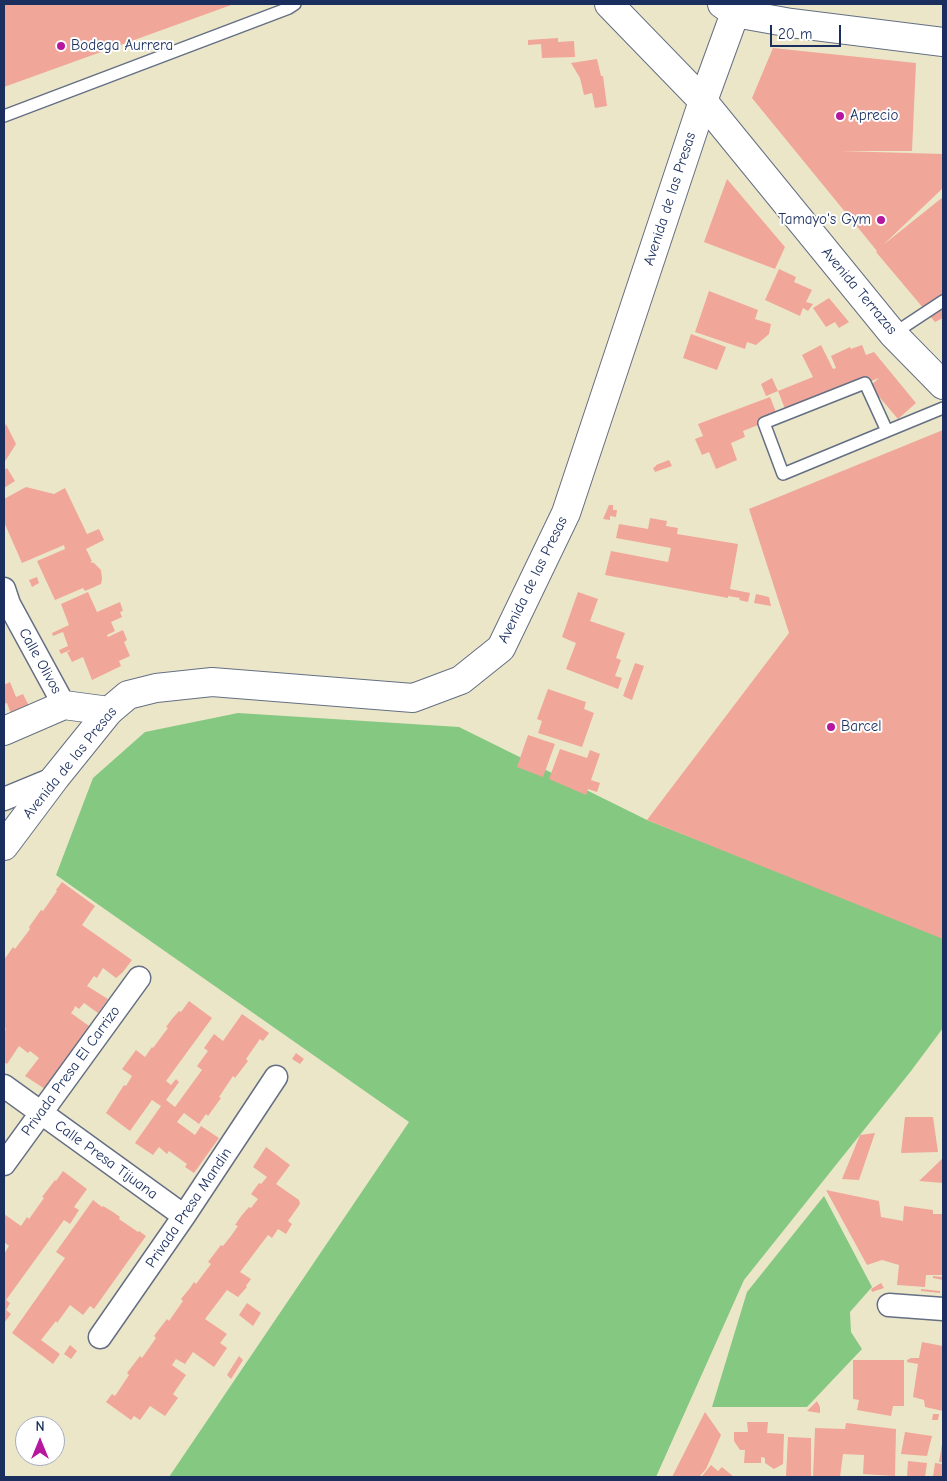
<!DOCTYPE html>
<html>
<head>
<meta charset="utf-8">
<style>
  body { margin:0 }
  #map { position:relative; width:947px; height:1481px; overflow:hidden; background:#ece6c9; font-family:"Comic Neue",sans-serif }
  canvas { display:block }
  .frame { position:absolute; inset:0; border:5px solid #1b2f5e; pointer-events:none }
  .north { position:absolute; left:15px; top:1416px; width:50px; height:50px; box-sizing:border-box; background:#fff; border:1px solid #a4acbf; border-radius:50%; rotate:0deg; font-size:14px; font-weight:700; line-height:20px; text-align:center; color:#1b2f5e }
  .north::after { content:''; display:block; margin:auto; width:18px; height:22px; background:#b5179e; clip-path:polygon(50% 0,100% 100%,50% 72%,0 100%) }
  .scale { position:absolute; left:770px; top:25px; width:71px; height:22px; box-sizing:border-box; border:2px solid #1b2f5e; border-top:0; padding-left:6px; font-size:15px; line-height:18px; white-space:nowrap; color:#1b2f5e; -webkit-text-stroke:4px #fff; paint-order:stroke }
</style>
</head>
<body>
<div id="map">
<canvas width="947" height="1481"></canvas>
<div class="frame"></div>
<div class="north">N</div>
<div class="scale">20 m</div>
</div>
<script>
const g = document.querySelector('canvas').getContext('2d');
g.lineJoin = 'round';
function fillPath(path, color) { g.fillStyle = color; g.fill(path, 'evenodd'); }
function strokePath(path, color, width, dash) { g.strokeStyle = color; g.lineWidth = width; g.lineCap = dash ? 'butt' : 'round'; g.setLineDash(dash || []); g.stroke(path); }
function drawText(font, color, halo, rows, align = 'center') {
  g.font = font + ' "Comic Neue",sans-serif'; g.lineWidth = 4; g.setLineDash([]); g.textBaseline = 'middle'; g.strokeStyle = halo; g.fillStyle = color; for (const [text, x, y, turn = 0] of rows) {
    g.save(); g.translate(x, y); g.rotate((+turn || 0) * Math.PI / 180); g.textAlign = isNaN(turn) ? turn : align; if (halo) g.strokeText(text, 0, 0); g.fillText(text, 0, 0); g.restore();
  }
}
fillPath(new Path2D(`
  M238,713L459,727L647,820L943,937V1028L911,1071L744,1280L656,1477H169L409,1122L56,875L93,778L145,732Z
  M824,1196L872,1287L850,1312L851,1332L862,1349L807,1407H712L747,1292Z`), '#85c881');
fillPath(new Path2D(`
  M4,4H234L4,87Z
  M558,38V42L574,41L575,57L542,58L541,44L528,45V40Z
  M773,48L916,63L912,151H840L943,154V188L883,245L943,197V318L935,322L876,252L877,251L752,98Z
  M597,59L601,76H603L607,106L595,108L592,93L584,95L580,78L571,63Z
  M727,179L785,247L775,269L704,242Z
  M779,269L796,277L794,282L812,290L806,302L813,304L808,311L803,308L800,316L765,300Z
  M709,291L758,310L755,319L771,324L769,334L756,345L747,342L745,349L695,332Z
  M829,298L849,322L839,328L835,322L826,327L813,308Z
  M691,334L726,347L717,370L683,358Z
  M821,345L833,369L836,368L831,356L850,347L851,349L862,345L866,355L874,352L916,403L898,419L870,386L879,378L787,414L778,391L813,377L802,355Z
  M772,378L778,391L766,396L761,384Z
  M770,397L778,417L743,431L745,437L731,443L737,460L716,469L709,452L702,455L695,439L703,436L698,424Z
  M6,424L16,444L4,463V428Z
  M943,430V939L647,820L789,633L749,509Z
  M669,460L672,466L655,472L653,468L656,466V465Z
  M7,468L15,481L4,488V470Z
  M26,487L54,494L65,488L87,534L99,529L104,540L86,549L92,561L90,562L94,563L101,570L102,579L101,584L85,591L83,588L55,600L37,561L65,549L64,545L22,563L4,522V499Z
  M609,505H613V510H617L616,517L610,516V520L603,519Z
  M650,518L667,521L666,526L678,528L677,534L738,544L730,589L750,593L748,602L739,600L740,598L728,596V598L605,575L611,551L668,562L671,548L616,538L619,524L648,529Z
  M37,577L39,583L32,587L29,580Z
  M88,592L97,612L120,602L123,611L120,612L122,617L111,622L115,631L107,635L108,637L123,630L127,640L124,642L130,656L119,661L121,666L92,680L83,657L72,662L67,652L70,651V650L61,654L59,650L68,646L63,632L53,636L52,633L69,625L61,604Z
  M578,592L598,599L590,621L625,633L616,658L621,660L615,676L622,678L618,689L566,669L576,643L562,637Z
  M756,594L769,597L771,606L754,603Z
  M635,663L644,666L632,700L623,696Z
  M10,682L16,697L23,694L29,706L11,714L7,703L4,704V685Z
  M548,689L586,702L584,709L594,713L582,747L538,733L542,721L537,719Z
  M528,735L555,744L543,777L517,767Z
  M560,749L587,758L590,750L600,754L591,780L600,783L597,792L588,789L586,795L549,779Z
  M62,882L95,906L82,925L132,960L123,972L116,978L103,968L97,978L94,976L87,986L108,999L98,1013L84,1003L79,1009L75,1006L74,1009L71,1013L89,1026L45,1089L25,1076L39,1058L30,1051L28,1053L19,1046L7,1064L4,1062V1032L6,1029L4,1028V960L13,947L15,949L30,929L29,927L41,910L43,911L57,891L56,890Z
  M189,1001L212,1018L166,1081L171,1085L176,1079L179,1082L166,1100L175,1107L202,1070L197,1066L208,1051L204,1048L214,1034L223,1041L242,1014L269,1033L263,1041L260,1039L246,1059L248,1061L235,1078L233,1076L219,1097L221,1098L208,1116L206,1114L199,1124L184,1113L177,1122L195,1135L201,1126L219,1138L194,1173L185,1167L187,1164L169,1151L167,1154L159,1147L153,1155L135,1143L161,1106L152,1100L130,1131L106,1113L124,1085L126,1086L132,1076L122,1069L136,1050L145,1057L152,1047L153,1048L168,1028L166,1027L172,1019L179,1011L181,1012Z
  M296,1053L304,1059L300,1064L292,1059Z
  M905,1117H933L938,1152L901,1153Z
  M875,1133L859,1180L842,1179L860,1135Z
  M266,1147L290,1165L276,1184L299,1200L300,1204L288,1221L292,1224L286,1234L278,1229L272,1238L268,1235L240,1272L251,1279L246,1286L247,1287L238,1297L227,1290L205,1319L227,1334L220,1343L227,1348L214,1367L193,1352L185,1364L176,1359L172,1365L186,1375L173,1394L178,1398L165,1416L150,1406L140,1420L134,1416L131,1420L106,1402L112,1394L115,1396L129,1375L127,1373L140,1356L142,1358L156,1338L154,1336L160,1328L167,1319L169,1321L183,1301L181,1299L190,1288L194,1282L196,1284L211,1264L208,1262L221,1245L223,1246L231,1236L238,1226L235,1225L242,1215L249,1207L251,1208L258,1199L251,1194L259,1183L261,1184L267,1177L253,1167Z
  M943,1158V1183L919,1181Z
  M63,1171L87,1189L74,1207L79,1210L70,1224L64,1220L6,1300L10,1303L6,1310L11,1314L4,1323V1254L9,1246L4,1242V1214L21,1226L27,1217L29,1219L44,1198L42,1197L55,1180L56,1181Z
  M826,1190L879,1201L881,1217L903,1221L904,1206L933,1210V1214H943V1275H926L925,1287L897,1285L899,1265L882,1260L867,1265Z
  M93,1200L102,1207L103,1206L113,1212L120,1217L119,1219L138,1232L139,1231L146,1236L94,1309L90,1306L83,1315L70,1305L57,1323L56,1321L41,1340L60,1354L53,1364L12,1333L65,1258L56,1252Z
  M933,1276L943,1277V1280L933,1278Z
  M881,1283L884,1288L872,1292L871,1289Z
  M921,1289L940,1291V1293L921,1291Z
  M247,1303L261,1313L253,1326L239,1315Z
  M922,1342L943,1346V1411L925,1407L924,1400L913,1397L918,1364L907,1362V1360L911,1358H919Z
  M70,1345L77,1351L71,1359L64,1354Z
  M239,1356L243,1360L231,1379L227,1375Z
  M853,1360H904V1406H893L891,1416L857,1410L859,1400L853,1399Z
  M817,1401L820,1407V1413L807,1411Z
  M705,1412L721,1435L706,1469L699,1477H672Z
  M933,1414H939L938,1420H932Z
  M747,1422H768L767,1433L784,1434L783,1464L774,1469L765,1463V1458L761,1457V1463H744L745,1450H740L734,1441V1432H748Z
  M846,1423L896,1429L895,1476L863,1474L864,1455L843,1454L840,1477H813L815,1428L845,1429Z
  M905,1432L932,1436L927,1456L901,1454Z
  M788,1437L811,1438V1477L786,1476Z
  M942,1444H943V1462H939Z
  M908,1461L927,1463L925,1477H907Z
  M935,1463L943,1464V1477H933Z
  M711,1465L718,1471L722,1467L734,1477H703L702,1476Z`), '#f0a699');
const service = new Path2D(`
  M4,116L289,8L295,4
  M893,334L943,301
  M887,431L865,383L764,423L783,474C836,452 890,430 943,408`);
const minor = new Path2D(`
  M4,589L9,604L64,705
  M4,799L55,778
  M4,1086L184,1216
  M4,1164L139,978
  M889,1305L943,1309
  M100,1337L184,1216L276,1077`);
const tertiary = new Path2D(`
  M703,101L893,334L943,385
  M4,846L55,778L109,711`);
const secondary = new Path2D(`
  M4,731L64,705L109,711L128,695L156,688L212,682L413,698L461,680L501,648L566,513L703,101L735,13`);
const primary = new Path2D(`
  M609,4L703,101
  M722,4L735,13L791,23L943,42`);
strokePath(service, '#646f83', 14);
strokePath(minor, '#646f83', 25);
strokePath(tertiary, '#646f83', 30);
strokePath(secondary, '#646f83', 30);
strokePath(primary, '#646f83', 30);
strokePath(service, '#fff', 11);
strokePath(minor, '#fff', 22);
strokePath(tertiary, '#fff', 28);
strokePath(secondary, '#fff', 28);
strokePath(primary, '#fff', 28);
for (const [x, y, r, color] of [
  [61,46,5,"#b5179e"],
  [840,116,5,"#b5179e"],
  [881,220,5,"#b5179e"],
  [831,727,5,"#b5179e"]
]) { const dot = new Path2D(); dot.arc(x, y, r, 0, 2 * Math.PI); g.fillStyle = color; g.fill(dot); strokePath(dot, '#fff', 2); }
drawText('15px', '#1b2f5e', '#fff', [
  ["Bodega Aurrera",71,46],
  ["Aprecio",850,116],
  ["Tamayo's Gym",871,220,"right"],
  ["Barcel",841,727]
], 'left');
drawText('15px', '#1b2f5e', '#fff', [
  ["Avenida de las Presas",670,199,-72],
  ["Avenida Terrazas",859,291,50],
  ["Avenida de las Presas",533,580,-64],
  ["Calle Olivos",40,661,61],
  ["Avenida de las Presas",70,763,-51],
  ["Privada Presa El Carrizo",71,1071,-54],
  ["Calle Presa Tijuana",106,1160,36],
  ["Privada Presa Mandin",189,1208,-56]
]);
</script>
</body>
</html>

++++

### Directions
Only the lines holding the string "strokeStyle" are needed; copy each of them from the material above.

### Completed exercise
function strokePath(path, color, width, dash) { g.strokeStyle = color; g.lineWidth = width; g.lineCap = dash ? 'butt' : 'round'; g.setLineDash(dash || []); g.stroke(path); }
  g.font = font + ' "Comic Neue",sans-serif'; g.lineWidth = 4; g.setLineDash([]); g.textBaseline = 'middle'; g.strokeStyle = halo; g.fillStyle = color; for (const [text, x, y, turn = 0] of rows) {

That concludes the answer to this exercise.